A good article. Also, I'm checking to see whether this list is still
functioning.
>Date: Fri, 17 Dec 2004 02:03:54 -0500
>From: Alan Cantor <acantor@cantoraccess.com>
>Subject: FW: Synthesizing human emotions
>To: EASI@MAELSTROM.STJOHNS.EDU
>
>Synthesizing human emotions
>
>By: Michael Stroh, Sun Staff AP Worldstream, November 29, 2004
>
>Speech: Melding acoustics, psychology and linguistics, researchers teach
>computers to laugh and sigh, express joy and anger.
>
>Shiva Sundaram spends his days listening to his computer laugh at him.

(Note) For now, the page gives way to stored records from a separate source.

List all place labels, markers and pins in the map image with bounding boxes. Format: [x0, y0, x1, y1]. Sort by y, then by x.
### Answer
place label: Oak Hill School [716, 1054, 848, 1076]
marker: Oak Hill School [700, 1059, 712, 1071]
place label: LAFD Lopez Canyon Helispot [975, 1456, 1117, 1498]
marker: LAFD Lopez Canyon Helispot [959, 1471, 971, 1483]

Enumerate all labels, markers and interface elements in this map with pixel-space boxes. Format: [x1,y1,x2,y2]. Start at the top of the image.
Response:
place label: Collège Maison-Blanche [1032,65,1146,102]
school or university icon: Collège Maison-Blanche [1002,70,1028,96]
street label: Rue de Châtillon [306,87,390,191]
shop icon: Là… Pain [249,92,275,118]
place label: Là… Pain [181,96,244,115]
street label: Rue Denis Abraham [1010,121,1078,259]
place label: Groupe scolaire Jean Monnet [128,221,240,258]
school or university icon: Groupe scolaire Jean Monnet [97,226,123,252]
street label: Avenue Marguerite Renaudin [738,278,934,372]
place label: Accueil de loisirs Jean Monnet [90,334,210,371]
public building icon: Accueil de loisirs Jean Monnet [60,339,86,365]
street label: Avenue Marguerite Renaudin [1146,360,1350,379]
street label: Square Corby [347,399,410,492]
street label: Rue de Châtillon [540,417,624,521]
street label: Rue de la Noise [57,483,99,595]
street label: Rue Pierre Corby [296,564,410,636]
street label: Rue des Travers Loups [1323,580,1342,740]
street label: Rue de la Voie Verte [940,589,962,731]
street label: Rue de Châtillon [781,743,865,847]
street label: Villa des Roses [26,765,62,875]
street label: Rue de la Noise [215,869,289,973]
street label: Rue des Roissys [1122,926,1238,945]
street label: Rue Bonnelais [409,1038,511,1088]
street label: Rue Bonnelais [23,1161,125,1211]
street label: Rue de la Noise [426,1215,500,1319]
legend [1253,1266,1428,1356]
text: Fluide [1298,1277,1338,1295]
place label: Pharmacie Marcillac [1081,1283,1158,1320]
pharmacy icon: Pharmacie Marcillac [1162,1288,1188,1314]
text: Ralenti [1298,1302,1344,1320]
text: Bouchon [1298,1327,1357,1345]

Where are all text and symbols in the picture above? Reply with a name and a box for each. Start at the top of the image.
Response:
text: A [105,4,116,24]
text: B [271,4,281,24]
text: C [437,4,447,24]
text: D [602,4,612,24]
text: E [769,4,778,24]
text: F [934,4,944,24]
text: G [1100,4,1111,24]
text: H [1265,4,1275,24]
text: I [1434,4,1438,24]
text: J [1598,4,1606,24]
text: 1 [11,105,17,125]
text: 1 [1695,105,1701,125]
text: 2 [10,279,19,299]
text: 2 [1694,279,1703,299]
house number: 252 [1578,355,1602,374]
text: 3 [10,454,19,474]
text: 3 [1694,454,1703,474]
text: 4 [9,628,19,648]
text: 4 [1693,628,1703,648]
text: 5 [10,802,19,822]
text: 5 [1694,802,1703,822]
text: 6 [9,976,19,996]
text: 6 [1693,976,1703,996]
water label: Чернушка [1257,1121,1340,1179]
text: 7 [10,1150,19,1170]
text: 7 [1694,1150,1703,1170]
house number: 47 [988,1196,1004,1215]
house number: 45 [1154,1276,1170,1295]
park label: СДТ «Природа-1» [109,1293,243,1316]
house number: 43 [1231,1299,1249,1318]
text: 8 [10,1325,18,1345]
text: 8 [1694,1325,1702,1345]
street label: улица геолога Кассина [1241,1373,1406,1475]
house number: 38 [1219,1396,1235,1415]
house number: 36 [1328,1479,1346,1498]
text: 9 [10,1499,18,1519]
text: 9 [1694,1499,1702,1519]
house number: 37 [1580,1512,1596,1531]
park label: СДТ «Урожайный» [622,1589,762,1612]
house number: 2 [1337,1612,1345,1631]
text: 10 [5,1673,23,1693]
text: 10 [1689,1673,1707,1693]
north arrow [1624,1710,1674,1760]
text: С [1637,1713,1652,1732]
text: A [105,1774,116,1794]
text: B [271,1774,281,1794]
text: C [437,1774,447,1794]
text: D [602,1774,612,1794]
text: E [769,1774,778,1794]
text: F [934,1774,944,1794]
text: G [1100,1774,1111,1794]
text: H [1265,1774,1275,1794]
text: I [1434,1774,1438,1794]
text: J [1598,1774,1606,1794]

>Someday, you may know how it feels.
>
>The University of Southern California engineer is one of a growing number of
>researchers trying to crack the next barrier in computer speech synthesis --
>emotion. In labs around the world, computers are starting to laugh and sigh,
>express joy and anger, and even hesitate with natural ums and ahs.
>
>Called expressive speech synthesis, "it's the hot area" in the field today,
>says Ellen Eide of IBM's T.J. Watson Research Center in Yorktown Heights,
>N.Y., which plans to introduce a version of its commercial speech
>synthesizer that incorporates the new technology.
>
>It is also one of the hardest problems to solve, says Sundaram, who has
>spent months tweaking his laugh synthesizer. And the sound? Mirthful, but
>still machine-made.
>
>"Laughter," he says, "is a very, very complex process."
>
>The quest for expressive speech synthesis -- melding acoustics, psychology,
>linguistics and computer science -- is driven primarily by a grim fact of
>electronic life: The computers that millions of us talk to every day as we
>look up phone numbers, check portfolio balances or book airline flights
>might be convenient but, boy, can they be annoying.
>
>Commercial voice synthesizers speak in the same perpetually upbeat tone
>whether they're announcing the time of day or telling you that your
>retirement account has just tanked. David Nahamoo, overseer of voice
>synthesis research at IBM, says businesses are concerned that as the
>technology spreads, customers will be turned off. "We all go crazy when we
>get some chipper voice telling us bad news," he says.
>
>And so, in the coming months, IBM plans to roll out a new commercial speech
>synthesizer that feels your pain. The Expressive Text-to-Speech Engine took
>two years to develop and is designed to strike the appropriate tone when
>delivering good and bad news.
>
>The goal, says Nahamoo, is "to really show there is some sort of feeling
>there." To make it sound more natural, the system is also capable of
>clearing its throat, coughing and pausing for a breath.
>
>Scientist Juergen Schroeter, who oversees speech synthesis research at AT&T
>Labs, says his organization wants not only to generate emotional speech but
>to detect it, too.
>
>"Everybody wants to be able to recognize anger and frustration
>automatically," says Julia Hirschberg, a former AT&T researcher now at
>Columbia University in New York.
>
>For example, an automated system that senses stress or anger in a caller's
>voice could automatically transfer a customer to a human for help, she says.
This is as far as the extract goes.